On simple datasets like the MNIST, in which examples belong to only one of 10 classes, this concern may seem trivial. If, for instance, our goal is to produce the number 9, we can just keep generating examples until we get the number we want. On more complex data-generation tasks, however, the domain of possible answers gets too large for such a brute-force solution to be practical. Take, for example, the task of generating human faces. As impressive as the images produced by the Progressive GAN from chapter 6 are, we have no control over what face will get produced. There is no way to direct the Generator to synthesize, say, a male or a female face, let alone other features such as age or facial expression.

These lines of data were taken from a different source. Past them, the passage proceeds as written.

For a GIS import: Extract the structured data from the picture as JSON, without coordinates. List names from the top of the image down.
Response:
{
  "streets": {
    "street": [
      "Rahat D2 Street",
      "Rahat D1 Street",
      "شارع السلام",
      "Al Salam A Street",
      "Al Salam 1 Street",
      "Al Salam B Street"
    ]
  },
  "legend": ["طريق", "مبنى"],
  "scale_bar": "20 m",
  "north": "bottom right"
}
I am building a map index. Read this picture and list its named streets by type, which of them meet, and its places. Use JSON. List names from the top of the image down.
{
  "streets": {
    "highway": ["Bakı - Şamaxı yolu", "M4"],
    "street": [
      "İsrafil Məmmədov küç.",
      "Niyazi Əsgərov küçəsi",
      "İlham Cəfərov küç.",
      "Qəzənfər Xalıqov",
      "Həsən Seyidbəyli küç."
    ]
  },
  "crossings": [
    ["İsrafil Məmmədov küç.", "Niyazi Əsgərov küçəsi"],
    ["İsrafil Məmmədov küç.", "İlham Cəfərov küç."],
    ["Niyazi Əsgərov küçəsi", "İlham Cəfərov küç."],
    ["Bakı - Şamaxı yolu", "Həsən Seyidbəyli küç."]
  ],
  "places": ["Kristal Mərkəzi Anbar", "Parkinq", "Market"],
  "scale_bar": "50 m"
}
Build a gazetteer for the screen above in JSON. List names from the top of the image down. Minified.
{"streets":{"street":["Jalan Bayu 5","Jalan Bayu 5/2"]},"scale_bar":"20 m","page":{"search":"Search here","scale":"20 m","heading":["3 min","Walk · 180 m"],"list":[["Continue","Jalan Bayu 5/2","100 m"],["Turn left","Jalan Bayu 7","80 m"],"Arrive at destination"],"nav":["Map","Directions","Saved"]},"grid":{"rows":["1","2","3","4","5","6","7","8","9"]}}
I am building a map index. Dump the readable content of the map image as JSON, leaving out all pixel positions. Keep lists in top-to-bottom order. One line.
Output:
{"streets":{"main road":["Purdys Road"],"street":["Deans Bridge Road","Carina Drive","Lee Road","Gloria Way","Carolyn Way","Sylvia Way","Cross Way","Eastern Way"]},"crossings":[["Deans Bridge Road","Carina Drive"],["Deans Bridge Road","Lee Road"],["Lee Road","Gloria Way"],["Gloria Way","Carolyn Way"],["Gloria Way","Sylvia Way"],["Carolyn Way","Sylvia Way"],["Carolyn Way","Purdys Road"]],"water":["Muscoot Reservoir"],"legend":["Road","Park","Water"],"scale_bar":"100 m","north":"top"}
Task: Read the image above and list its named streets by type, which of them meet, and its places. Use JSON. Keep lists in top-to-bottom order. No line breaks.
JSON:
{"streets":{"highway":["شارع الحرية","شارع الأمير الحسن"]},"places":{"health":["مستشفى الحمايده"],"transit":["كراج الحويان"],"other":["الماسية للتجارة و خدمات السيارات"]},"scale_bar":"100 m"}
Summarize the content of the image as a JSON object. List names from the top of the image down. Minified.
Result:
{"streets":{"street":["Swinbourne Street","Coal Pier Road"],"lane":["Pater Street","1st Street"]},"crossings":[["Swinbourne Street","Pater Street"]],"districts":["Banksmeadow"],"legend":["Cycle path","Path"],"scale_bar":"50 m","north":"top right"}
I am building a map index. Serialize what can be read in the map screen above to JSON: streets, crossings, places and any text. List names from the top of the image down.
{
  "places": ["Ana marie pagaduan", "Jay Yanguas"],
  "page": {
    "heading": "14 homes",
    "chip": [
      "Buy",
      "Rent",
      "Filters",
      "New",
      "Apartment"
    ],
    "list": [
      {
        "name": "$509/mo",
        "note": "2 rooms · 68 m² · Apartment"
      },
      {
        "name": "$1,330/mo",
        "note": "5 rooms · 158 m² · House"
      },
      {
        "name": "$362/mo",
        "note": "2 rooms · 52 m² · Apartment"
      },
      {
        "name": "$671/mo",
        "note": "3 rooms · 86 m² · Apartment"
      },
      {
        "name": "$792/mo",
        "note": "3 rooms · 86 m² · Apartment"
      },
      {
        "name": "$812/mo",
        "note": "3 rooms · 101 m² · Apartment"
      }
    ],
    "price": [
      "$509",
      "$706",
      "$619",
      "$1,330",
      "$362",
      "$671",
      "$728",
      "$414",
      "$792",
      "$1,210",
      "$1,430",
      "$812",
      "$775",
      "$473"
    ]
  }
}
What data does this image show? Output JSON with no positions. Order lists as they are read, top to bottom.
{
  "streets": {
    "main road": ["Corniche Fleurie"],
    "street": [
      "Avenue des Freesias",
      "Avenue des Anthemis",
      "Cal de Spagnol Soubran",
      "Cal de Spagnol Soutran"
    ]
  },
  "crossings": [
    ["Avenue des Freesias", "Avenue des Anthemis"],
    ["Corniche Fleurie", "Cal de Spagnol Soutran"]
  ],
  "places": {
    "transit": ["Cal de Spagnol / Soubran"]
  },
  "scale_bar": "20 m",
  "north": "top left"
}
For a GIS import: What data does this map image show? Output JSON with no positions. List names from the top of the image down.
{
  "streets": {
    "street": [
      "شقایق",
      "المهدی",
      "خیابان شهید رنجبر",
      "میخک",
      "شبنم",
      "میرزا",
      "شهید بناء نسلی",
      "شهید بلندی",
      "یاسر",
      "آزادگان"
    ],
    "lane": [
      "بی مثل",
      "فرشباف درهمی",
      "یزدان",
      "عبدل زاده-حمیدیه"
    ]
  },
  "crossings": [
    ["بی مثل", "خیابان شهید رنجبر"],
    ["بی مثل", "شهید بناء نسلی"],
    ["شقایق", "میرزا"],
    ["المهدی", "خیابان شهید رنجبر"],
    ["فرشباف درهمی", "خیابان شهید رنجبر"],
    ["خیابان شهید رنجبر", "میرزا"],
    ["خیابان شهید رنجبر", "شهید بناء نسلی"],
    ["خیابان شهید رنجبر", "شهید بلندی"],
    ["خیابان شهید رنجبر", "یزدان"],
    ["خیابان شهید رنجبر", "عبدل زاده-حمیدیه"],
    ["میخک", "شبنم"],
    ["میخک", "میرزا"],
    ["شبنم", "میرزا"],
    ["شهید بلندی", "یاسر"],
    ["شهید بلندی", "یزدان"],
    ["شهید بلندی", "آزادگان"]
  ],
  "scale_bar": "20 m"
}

The ability to decide what kind of data will be generated opens the door to a vast array of applications. As a somewhat contrived example, imagine that we are detectives solving a murder mystery, and a witness describes the killer as a middle-aged woman with long red hair and green eyes. It would greatly expedite the process if instead of hiring a sketch artist (who can produce only one sketch at a time), we could enter the descriptive features into a computer program and have it output a range of faces matching the criteria. Our witness then could point us to the one that resembles the criminal most closely.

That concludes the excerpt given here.